LONDON Bill McClean, analyst with IC Insights Inc. (Scottsdale, Ariz.) has provided ten reasons that support the idea that 2010 could be between a good and a great year for the semiconductor industry.
McLean takes good to be a year of 15 percent growth, which is his current forecast for a chip market of $270 billion. A great year would be one of 20 percent market growth or greater.
McClean's reasons to be cheerful one to 10 are as follows:
1) On Jan. 26, 2010, the International Monetary Fund (IMF) raised its worldwide GDP forecast for 2010 from 3.1 percent to 3.9 percent. This is a large upgrade to a forecast, which due to the law of large numbers, usually only changes by very few tenths of a percent.
2) On Jan. 21, 2010, it was announced that the U.S. Index of Leading Economic Indicators was up 1.1 percent in December of 2009. The index had risen 8.8 percent over the previous eight months, the largest increase since 1983.
3) The Institute for Supply Management (ISM) stated that the January 2010 U.S. manufacturing sector Purchasing Managers Index (PMI) was 58.4 (any figure over 50 indicates growth).

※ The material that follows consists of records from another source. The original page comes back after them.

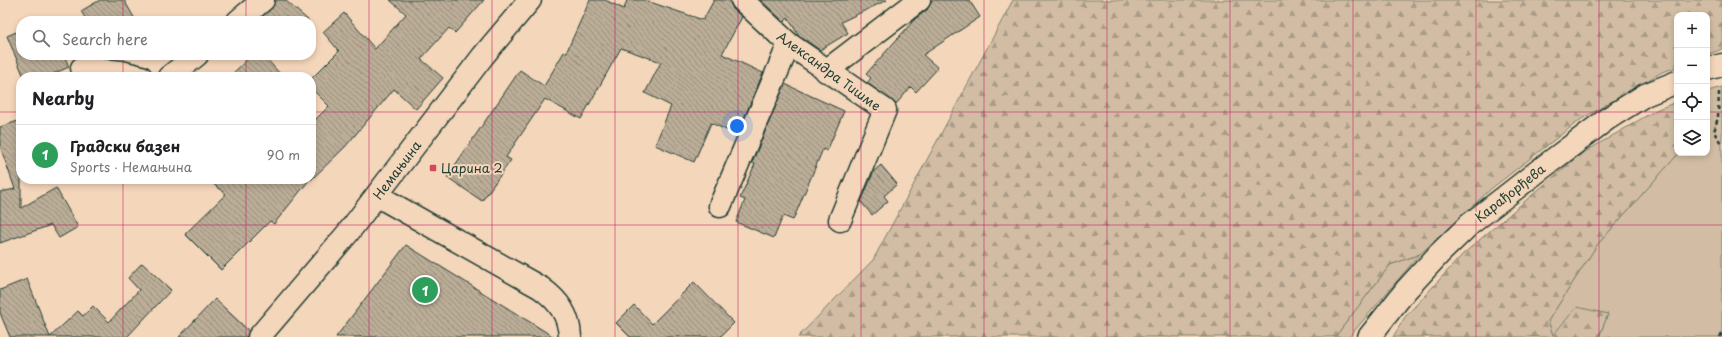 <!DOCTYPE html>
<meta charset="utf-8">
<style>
:root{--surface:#fff;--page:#f2f2f2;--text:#202124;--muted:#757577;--line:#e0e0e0;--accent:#0b8043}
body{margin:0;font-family:"Playpen Sans",sans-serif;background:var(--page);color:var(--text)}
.controls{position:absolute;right:12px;top:12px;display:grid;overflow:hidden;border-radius:8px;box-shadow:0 2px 6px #0003}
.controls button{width:36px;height:36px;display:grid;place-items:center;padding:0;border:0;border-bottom:1px solid var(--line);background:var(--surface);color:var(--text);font:20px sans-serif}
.you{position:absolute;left:737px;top:126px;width:14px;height:14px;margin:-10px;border:3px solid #fff;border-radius:50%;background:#1a73e8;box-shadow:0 0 0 6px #1a73e833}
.badge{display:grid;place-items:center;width:26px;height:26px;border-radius:50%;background:var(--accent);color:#fff;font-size:13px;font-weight:700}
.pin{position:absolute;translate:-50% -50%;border:2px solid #fff;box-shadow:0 1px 4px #0006}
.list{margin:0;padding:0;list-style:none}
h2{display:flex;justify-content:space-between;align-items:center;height:52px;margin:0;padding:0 16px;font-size:17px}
h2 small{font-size:13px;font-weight:400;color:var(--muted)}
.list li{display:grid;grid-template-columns:26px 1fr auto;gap:12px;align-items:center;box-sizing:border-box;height:60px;padding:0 16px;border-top:1px solid var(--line)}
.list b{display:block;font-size:15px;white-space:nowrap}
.list p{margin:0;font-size:13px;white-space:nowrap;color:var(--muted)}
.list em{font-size:13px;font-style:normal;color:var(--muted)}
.icon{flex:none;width:22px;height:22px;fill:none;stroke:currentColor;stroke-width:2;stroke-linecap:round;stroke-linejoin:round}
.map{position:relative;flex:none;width:1722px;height:337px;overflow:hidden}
.search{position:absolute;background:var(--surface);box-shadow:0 2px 6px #0003;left:16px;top:16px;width:300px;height:44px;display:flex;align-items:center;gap:10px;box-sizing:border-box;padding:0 14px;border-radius:16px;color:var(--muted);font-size:15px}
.panel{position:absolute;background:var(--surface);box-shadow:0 2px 6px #0003;left:16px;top:72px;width:300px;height:112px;border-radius:16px}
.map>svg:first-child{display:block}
</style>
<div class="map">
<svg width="1722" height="337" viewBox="0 0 1722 337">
<defs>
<pattern id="forest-firs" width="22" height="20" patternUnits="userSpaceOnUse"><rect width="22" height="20" fill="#d2bda4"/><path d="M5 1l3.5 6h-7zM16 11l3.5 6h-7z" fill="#aa9b86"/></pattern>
<pattern id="building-back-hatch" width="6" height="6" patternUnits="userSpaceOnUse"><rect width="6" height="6" fill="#bbad97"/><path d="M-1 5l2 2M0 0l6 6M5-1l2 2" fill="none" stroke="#978e7c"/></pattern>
</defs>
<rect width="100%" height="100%" fill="#f4d6ba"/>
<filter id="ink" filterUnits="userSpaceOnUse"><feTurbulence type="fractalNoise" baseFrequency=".025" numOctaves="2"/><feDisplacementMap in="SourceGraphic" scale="8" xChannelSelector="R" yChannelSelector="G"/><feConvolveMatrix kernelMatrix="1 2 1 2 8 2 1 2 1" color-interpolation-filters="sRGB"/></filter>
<g filter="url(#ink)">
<path fill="#d2bda4" stroke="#787d6c" d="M1722 87V337H1599L1608 314 1553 335 1548 321 1597 245 1679 153H1707V113L1709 111 1708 91Z
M1420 254 1349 337H1335L1390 265Z"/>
<path fill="url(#forest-firs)" stroke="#787d6c" d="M1013 0H1722V49L1707 55V15H1677V67L1662 72 1580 120 1492 188 1420 254 1390 265 1335 337H798L873 260Z
M1677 102V153H1679L1597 245 1548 321 1553 335 1577 307 1608 314 1599 337H1393L1405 317 1463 254 1578 156 1658 109Z"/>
<path fill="url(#building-back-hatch)" stroke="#1f3d34" d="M100 0H124L136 21H87L81 11Z
M276 0H285L309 21H257L271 9Z
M390 0H484L455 33 449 28 421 59 443 78 416 109 394 89 345 147 311 180V124L329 106 311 88V79L339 51 323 32 344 13 375 49 406 14Z
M590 0H605L624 9 627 0H644L703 20 714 0H730L733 9 742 17 722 54 763 73 737 135 711 123 694 162 655 145 671 106 645 93 661 62 621 48 581 119 545 99 506 157 511 160 482 201 447 177 520 70 544 86 564 52 566 53Z
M760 0H887L841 22 848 33 820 50 799 36 788 18 784 22Z
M932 0H969L980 17 923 55 938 68 916 92 911 87 896 104 867 83 871 78 866 74 915 19 927 10Z
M21 30V55H64L69 67 46 77H24L7 36Z
M252 55H263L283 77H229Z
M785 84 844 111 827 151 823 149 793 220 783 216 774 238 736 222 745 200 740 198 755 164 752 163Z
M21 120V208L56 188 78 227 59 238 51 225 0 243V192L15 189 0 146V127Z
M881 165 897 184 884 196 888 201 872 215 861 202 874 171Z
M207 179H310L274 224 270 221 221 270 185 234 226 194Z
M406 245 554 337H336Z
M142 263 171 290 127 337H10L0 313V290L27 279 50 337 78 311 83 316 93 306 109 322 139 290 128 278Z
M694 282 734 323 720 337H630L616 323 634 305 652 324Z
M215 299 249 331 247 337H179Z"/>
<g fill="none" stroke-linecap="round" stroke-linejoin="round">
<defs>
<path id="street" d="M742 0 789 44 885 110 840 220
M238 21 263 0
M82 68 121 72 141 77
M826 71 919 0
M169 77 197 55
M378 196 541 288C559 301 569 315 570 337
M720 206 789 44"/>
<path id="secondary" d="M1707 69 1722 65
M259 337 347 234 483 56 530 0
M1369 337 1406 290 1439 254 1470 224 1538 171 1607 119 1645 95 1677 82"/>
</defs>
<use href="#street" stroke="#1f3d34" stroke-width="25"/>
<use href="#secondary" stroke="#1f3d34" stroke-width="25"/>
<path stroke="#1f3d34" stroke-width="2.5" stroke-dasharray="4 3" stroke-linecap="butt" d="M1719 92 1718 117 1714 132 1722 145
M1720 337 1722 333"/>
<use href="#street" stroke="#f4d6ba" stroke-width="22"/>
<use href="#secondary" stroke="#f4d6ba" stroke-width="22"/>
</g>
</g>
<path fill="none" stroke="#c2185b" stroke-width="1" stroke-opacity="0.55" d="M123 0V21M246 0V21M369 0V337M492 0V337M615 0V337M738 0V337M861 0V337M984 0V337M1107 0V337M1230 0V337M1353 0V337M1476 0V337M1599 0V337M123 55V77M246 55V77M0 112H21M311 112H1677M1707 112H1722M123 179V337M246 179V337M0 225H1722"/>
<rect fill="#d1495b" stroke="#f4d6ba" stroke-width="1.5" x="429" y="164" width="8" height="8" rx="2"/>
<g text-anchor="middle" stroke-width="4" stroke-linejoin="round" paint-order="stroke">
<g font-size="13" fill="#1f3d34" stroke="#f4d6ba">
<text transform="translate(829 71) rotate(36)" y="5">Александра Тишме</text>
<text transform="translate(397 170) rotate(-53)" y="5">Немањина</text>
<text transform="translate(1510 193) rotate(-38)" y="5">Карађорђева</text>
</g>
<g font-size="13" fill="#1f3d34" stroke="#f4d6ba" text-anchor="start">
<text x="441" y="173">Царина 2</text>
</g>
</g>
</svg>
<div class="controls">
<button>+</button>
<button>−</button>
<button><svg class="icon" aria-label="locate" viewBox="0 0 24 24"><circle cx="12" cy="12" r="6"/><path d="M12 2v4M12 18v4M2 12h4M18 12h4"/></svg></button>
<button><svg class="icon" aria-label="layers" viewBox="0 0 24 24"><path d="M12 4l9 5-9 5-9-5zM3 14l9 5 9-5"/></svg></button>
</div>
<div class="you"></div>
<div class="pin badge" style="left:425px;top:290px;background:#2e9e5b">1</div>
<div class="search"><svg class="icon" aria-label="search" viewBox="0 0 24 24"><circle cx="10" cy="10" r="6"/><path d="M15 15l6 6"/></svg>Search here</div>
<section class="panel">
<h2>Nearby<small></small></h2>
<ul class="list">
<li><span class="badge" style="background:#2e9e5b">1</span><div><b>Градски базен</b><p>Sports · Немањина</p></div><em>90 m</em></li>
</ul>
</section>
</div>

Moreover, the PMI order figure was 65.9, the highest since 2004.
4) China's manufacturing sector PMI was 57.4 in January of 2010. This was the highest PMI figure in China since the survey was started there in 2004. This PMI is greater than when China's GDP was growing at greater than 11 percent in 2006 and 2007.
5) China's GDP growth in 4Q09 was 10.7 percent. IC Insights believes that it is likely that China's GDP growth will be at least 10 percent in 2010, up from 8.7 percent in 2009. China is the world's largest market for cellphones and automobiles and the second largest for PCs.